Quality of FreeBSD
marcolz at stack.nl
Thu Jul 21 11:37:50 GMT 2005
First, thank you for your clear reply.
> 90% of useful FreeBSD testing happens when large FreeBSD consumers take
> release of FreeBSD and deploy them in their testbeds and real-world
> environments, and find the bugs through the application of high levels of
> load and obscure hardware configurations. This is why later FreeBSD
> releases along a -STABLE branch are typically much more stable than
> earlier ones -- the code has run on millions of machines for untold
> amounts of load, instead of the thousand or so with a very selected load
> it's likely to run on during development. This is how all software
> vendors work, really -- be it Microsoft, or Apple, old-style UNIX vendors,
> or any of the Linux vendors.
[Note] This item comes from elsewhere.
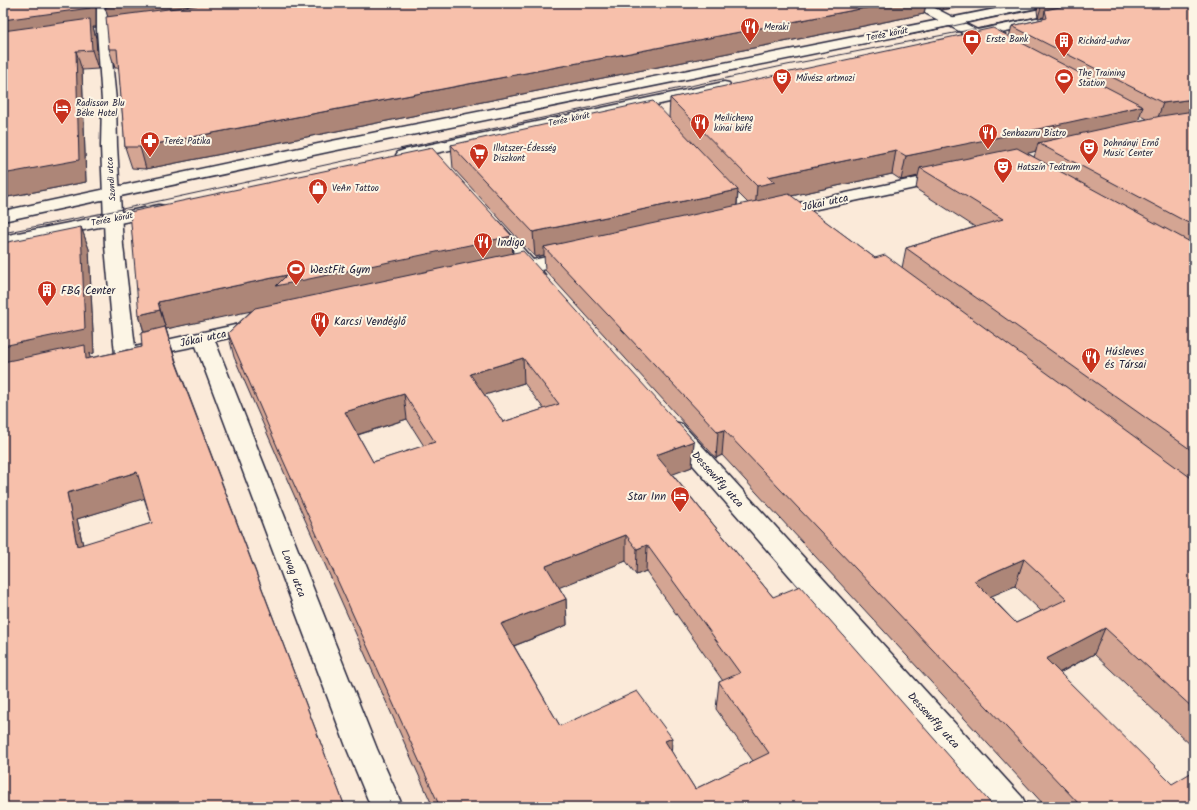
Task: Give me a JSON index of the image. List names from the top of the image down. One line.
{"streets":{"street":["Teréz körút","Szondi utca","Jókai utca","Dessewffy utca","Lovag utca"]},"crossings":[["Teréz körút","Szondi utca"],["Szondi utca","Jókai utca"],["Jókai utca","Lovag utca"]],"places":{"restaurant":["Meraki","Meilicheng kínai büfé","Senbazuru Bistro","Indigo","Karcsi Vendéglő","Húsleves és Társai"],"bank":["Erste Bank"],"building":["Richárd-udvar","FBG Center"],"theatre":["Művész artmozi","Dohnányi Ernő Music Center","Hatszín Teátrum"],"sports":["The Training Station","WestFit Gym"],"hotel":["Radisson Blu Béke Hotel","Star Inn"],"pharmacy":["Teréz Patika"],"supermarket":["Illatszer-Édesség Diszkont"],"shop":["VeAn Tattoo"]}}
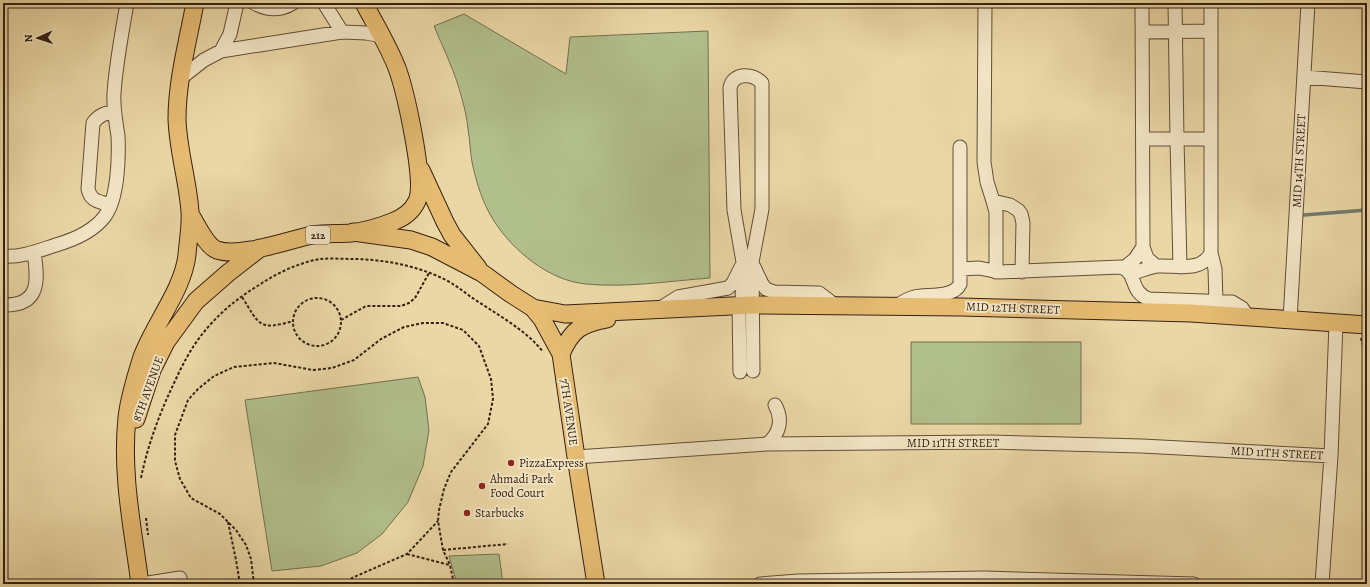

Some set of users sits on the bleeding edge
> and shakes out the early problems, and then the rest of the user base
> suffers through the later versions to shake out more subtle problems that
> gradually get resolved.
Indeed. That's why my company started taking FreeBSD 5.3 in use for
production servers when it was out. Since then numerous bugs were fixed,
some of which reported by us. Now that we're X bug fixes later in time
and started to get a good feeling about the number of open problems, it
is extremely annoying to hear the "This will (probably) not be fixed in
5.x" statements. That conflicts with 'gradually get resolved'. What do
you recommend larger consumers to do ? Keep using FreeBSD 4 and start
testing FreeBSD 6.x, dropping 5.x all together ?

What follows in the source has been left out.